▶ **WORKING DATA**:
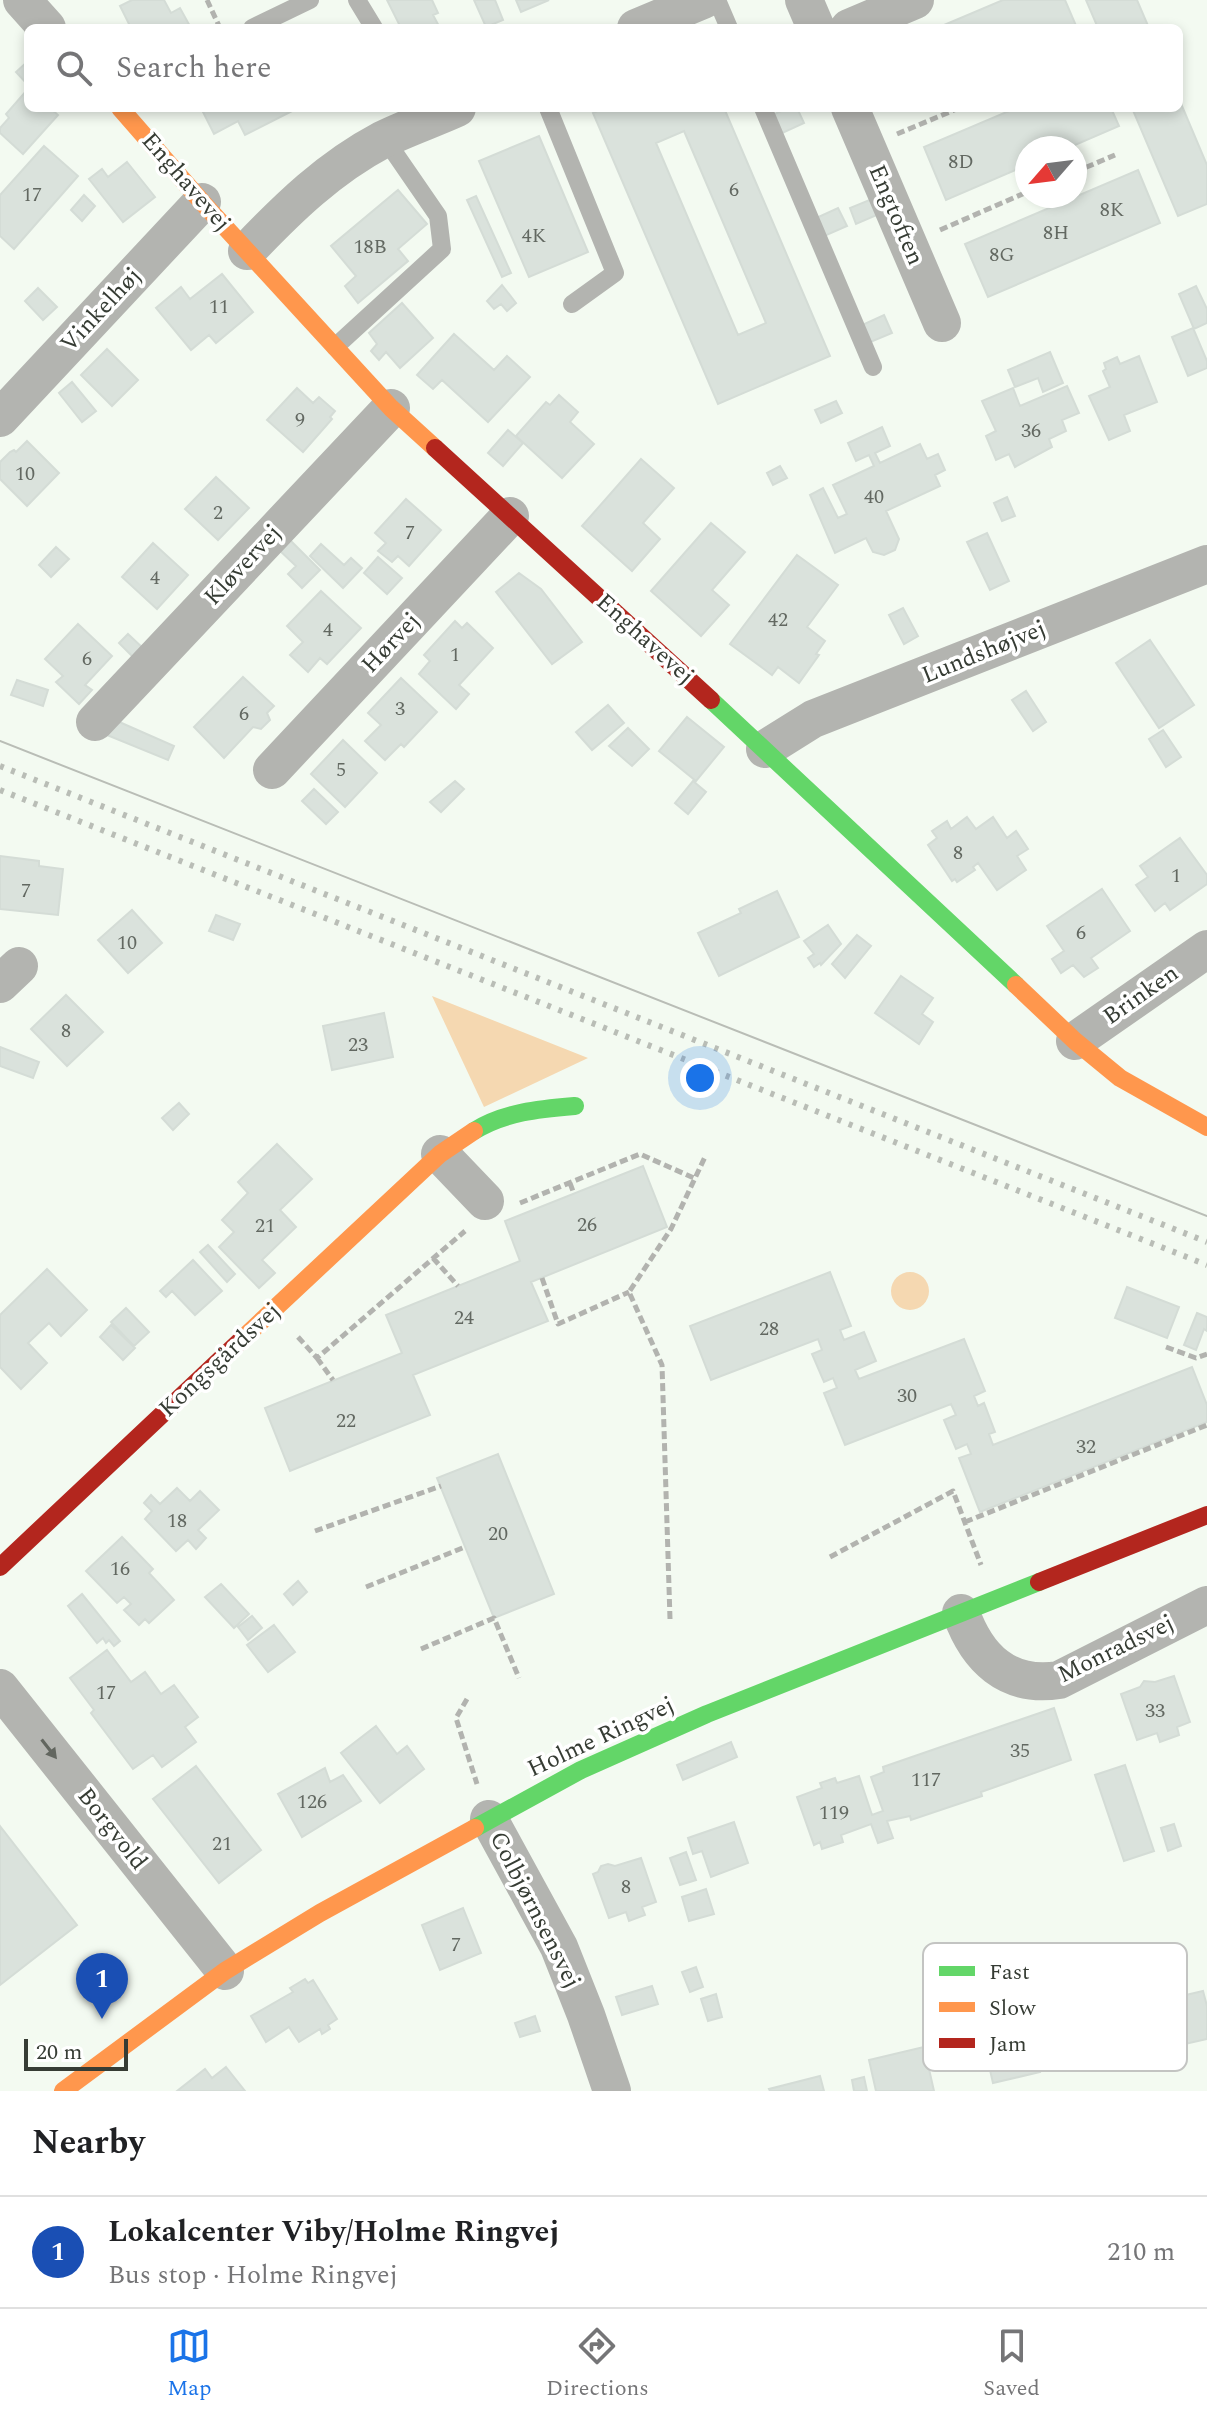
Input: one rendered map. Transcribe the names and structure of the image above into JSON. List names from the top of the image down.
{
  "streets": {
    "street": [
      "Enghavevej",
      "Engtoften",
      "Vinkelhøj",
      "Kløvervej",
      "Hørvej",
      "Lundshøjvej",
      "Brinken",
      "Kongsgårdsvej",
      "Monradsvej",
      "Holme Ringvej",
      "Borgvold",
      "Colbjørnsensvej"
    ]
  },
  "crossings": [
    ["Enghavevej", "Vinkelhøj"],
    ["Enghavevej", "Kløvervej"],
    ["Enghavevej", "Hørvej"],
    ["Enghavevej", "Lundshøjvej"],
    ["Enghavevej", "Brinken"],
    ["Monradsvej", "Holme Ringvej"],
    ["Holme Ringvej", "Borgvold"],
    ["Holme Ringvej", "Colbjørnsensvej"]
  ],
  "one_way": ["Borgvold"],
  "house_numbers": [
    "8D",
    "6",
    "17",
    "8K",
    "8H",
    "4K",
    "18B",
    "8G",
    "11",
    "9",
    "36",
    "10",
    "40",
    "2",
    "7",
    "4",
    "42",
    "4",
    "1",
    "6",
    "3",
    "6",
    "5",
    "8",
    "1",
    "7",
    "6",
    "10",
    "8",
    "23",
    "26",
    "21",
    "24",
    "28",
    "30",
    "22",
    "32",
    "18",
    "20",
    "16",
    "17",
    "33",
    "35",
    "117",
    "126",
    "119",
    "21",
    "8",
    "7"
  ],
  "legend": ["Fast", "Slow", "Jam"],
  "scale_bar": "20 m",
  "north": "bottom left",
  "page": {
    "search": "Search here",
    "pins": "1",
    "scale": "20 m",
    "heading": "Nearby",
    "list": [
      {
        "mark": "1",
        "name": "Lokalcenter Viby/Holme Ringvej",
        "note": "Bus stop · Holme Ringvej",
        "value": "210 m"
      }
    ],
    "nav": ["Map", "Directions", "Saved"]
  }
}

▶ **WORK ITEM**:
Write every line above again exactly, but leave the pictures out.

▶ **EXERCISE RESULT**:
Input: one rendered map. Transcribe the names and structure of the image above into JSON. List names from the top of the image down.
{
  "streets": {
    "street": [
      "Enghavevej",
      "Engtoften",
      "Vinkelhøj",
      "Kløvervej",
      "Hørvej",
      "Lundshøjvej",
      "Brinken",
      "Kongsgårdsvej",
      "Monradsvej",
      "Holme Ringvej",
      "Borgvold",
      "Colbjørnsensvej"
    ]
  },
  "crossings": [
    ["Enghavevej", "Vinkelhøj"],
    ["Enghavevej", "Kløvervej"],
    ["Enghavevej", "Hørvej"],
    ["Enghavevej", "Lundshøjvej"],
    ["Enghavevej", "Brinken"],
    ["Monradsvej", "Holme Ringvej"],
    ["Holme Ringvej", "Borgvold"],
    ["Holme Ringvej", "Colbjørnsensvej"]
  ],
  "one_way": ["Borgvold"],
  "house_numbers": [
    "8D",
    "6",
    "17",
    "8K",
    "8H",
    "4K",
    "18B",
    "8G",
    "11",
    "9",
    "36",
    "10",
    "40",
    "2",
    "7",
    "4",
    "42",
    "4",
    "1",
    "6",
    "3",
    "6",
    "5",
    "8",
    "1",
    "7",
    "6",
    "10",
    "8",
    "23",
    "26",
    "21",
    "24",
    "28",
    "30",
    "22",
    "32",
    "18",
    "20",
    "16",
    "17",
    "33",
    "35",
    "117",
    "126",
    "119",
    "21",
    "8",
    "7"
  ],
  "legend": ["Fast", "Slow", "Jam"],
  "scale_bar": "20 m",
  "north": "bottom left",
  "page": {
    "search": "Search here",
    "pins": "1",
    "scale": "20 m",
    "heading": "Nearby",
    "list": [
      {
        "mark": "1",
        "name": "Lokalcenter Viby/Holme Ringvej",
        "note": "Bus stop · Holme Ringvej",
        "value": "210 m"
      }
    ],
    "nav": ["Map", "Directions", "Saved"]
  }
}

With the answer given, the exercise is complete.